* **PROVIDED MATERIAL**
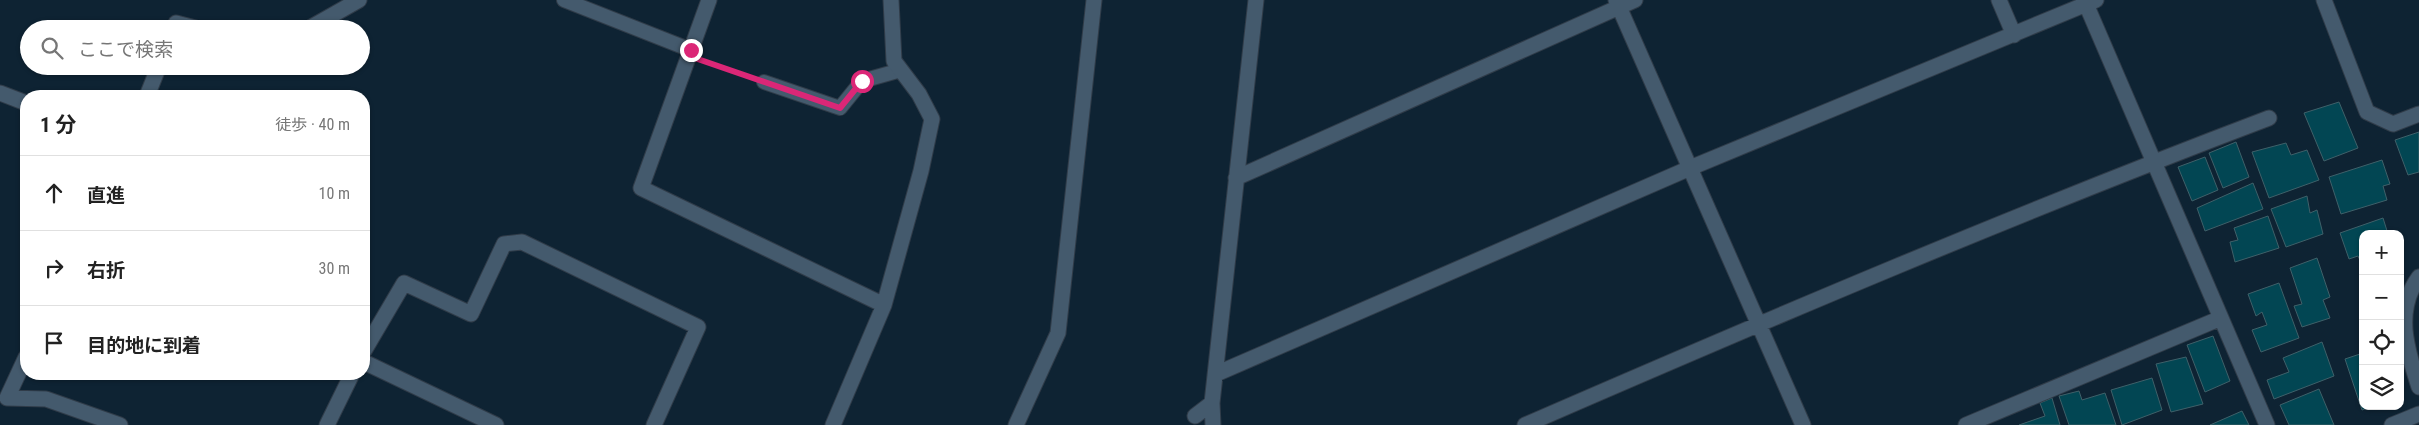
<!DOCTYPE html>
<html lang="ja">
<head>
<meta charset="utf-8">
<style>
  body { margin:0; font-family:"Roboto Condensed","Noto Sans JP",sans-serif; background:#f6f6f6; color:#222 }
  .controls { position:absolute; right:15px; bottom:15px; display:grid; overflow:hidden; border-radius:10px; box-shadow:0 1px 4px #0004 }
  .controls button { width:45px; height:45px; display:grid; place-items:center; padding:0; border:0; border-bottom:1px solid #e0e0e0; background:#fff; color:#222; font:25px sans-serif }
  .stop { position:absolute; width:15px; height:15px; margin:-11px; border:4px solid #db2777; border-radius:50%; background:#fff }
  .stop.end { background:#db2777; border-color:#fff; box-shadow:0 1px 5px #0008 }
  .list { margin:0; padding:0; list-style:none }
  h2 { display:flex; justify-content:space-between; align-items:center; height:65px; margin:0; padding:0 20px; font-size:21px }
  h2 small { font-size:16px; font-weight:400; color:#767676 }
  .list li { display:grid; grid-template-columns:32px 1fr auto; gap:15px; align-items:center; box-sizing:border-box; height:75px; padding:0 20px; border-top:1px solid #e0e0e0 }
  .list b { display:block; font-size:19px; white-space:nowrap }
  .list em { font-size:16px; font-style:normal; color:#767676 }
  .icon { flex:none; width:28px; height:28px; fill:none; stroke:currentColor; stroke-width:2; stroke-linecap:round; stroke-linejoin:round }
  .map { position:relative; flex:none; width:2419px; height:425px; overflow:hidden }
  .search { position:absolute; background:#fff; box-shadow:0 1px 4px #0004; left:20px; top:20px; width:350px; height:55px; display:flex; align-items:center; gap:12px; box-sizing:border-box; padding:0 18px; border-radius:28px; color:#767676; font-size:19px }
  .panel { position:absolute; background:#fff; box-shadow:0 1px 4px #0004; left:20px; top:90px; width:350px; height:290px; border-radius:20px }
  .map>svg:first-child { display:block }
</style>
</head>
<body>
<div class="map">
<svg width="2419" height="425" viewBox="0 0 2419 425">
  <rect width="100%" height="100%" fill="#0e2333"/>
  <!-- building -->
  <path fill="#024653" stroke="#3f6069" d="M2339,102L2358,148L2324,161L2304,113Z
    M2419,132V172L2408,175L2395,140Z
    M2236,142L2249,177L2223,188L2209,153Z
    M2286,143L2291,155L2307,150L2319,180L2269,198L2252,152Z
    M2205,157L2218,190L2192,201L2178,167Z
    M2382,160L2390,184L2383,186L2387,200L2341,214L2329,177Z
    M2253,183L2263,209L2205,231L2197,208Z
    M2307,196L2310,213L2317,210L2323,234L2286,247L2271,209Z
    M2268,216L2279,248L2235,262L2230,242L2238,240L2234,228Z
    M2383,218L2388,234H2363V261L2361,262L2358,256L2349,259L2340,233Z
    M2317,258L2330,297L2323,300L2330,318L2302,327L2294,306L2302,304L2290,268Z
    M2279,283L2299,338L2261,352L2252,330L2267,325L2262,312L2256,316L2248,294Z
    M2213,336L2230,381L2205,392L2187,345Z
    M2322,342L2334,376L2274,399L2267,380L2289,372L2283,358Z
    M2363,353V406H2373L2362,410L2345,359Z
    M2186,357L2203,404L2171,412L2156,364Z
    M2152,378L2162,410L2122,425L2111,390Z
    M2319,389L2334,425H2289L2280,405Z
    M2079,391L2082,400L2105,393L2116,425H2069L2059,396Z
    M2052,398L2060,425H2019L2045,416L2040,403Z
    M2242,411L2249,425H2210Z"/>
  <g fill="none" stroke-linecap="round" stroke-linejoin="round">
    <defs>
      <path id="lane" d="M564,0L691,50
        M764,82L840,108L862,81L901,70"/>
      <path id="street" d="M709,0L641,188L884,305
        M1616,0L1803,425
        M1999,0L2014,35
        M2324,0L2367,112L2393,124L2419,114
        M2086,4L2267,425
        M174,29L176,23L199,29
        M308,29L359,0
        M0,93L26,103
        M147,96L159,66
        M1236,178L1635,0
        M2419,277C2394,311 2407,350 2419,387
        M364,351L404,283L471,314L504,244L522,242L698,327L654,425
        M26,357L7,398L46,399L120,425
        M364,362L496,425
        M1216,374L1690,168L2096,0
        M1195,416L1212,403
        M327,425L352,374
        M833,425L884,305L921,171L932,119L919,94L894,61L891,0
        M1016,425L1058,333L1094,0
        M1213,425L1212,403L1256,0
        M1525,425C1771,318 2018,213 2269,118
        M1966,425L2221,318"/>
      <path id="secondary" d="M2392,425L2419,414"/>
    </defs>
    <!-- lane casing -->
    <use href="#lane" stroke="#303c49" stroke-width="16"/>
    <!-- street casing -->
    <use href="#street" stroke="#303c49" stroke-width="17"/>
    <!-- secondary casing -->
    <use href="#secondary" stroke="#303c49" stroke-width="17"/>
    <!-- path -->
    <path stroke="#576876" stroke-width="3" stroke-dasharray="4 4" stroke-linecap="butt" d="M713,64L742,74"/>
    <!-- lane -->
    <use href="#lane" stroke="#445a6d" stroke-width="14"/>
    <!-- street -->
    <use href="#street" stroke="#445a6d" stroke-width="15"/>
    <!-- secondary -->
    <use href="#secondary" stroke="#445a6d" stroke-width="15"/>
  </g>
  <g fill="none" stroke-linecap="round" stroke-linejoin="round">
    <!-- route -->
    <path stroke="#db2777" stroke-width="6" d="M691,50L689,56L840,108L862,81"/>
  </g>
</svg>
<div class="controls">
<button>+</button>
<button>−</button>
<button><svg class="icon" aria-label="locate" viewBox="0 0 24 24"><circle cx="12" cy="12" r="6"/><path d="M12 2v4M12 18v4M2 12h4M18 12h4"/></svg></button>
<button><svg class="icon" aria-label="layers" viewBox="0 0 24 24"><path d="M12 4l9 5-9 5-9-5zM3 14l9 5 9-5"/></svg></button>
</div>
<div class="stop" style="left:862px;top:81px"></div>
<div class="stop end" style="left:691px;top:50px"></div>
<div class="search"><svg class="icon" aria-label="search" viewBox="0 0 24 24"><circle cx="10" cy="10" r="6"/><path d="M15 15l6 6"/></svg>ここで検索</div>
<section class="panel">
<h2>1 分<small>徒歩 · 40 m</small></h2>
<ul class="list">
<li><svg class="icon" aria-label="ahead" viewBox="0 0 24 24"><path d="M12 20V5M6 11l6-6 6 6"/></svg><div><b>直進</b></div><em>10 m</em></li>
<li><svg class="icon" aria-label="right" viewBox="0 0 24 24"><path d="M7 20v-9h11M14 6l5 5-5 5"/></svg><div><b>右折</b></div><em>30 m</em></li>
<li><svg class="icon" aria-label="arrive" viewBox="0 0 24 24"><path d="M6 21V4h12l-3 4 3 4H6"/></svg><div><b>目的地に到着</b></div></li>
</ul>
</section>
</div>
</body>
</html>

* **TASK STATEMENT**
Lines containing the string "solid": report how many there are in the material above, and nothing more.

* **SOLUTION BELOW**
3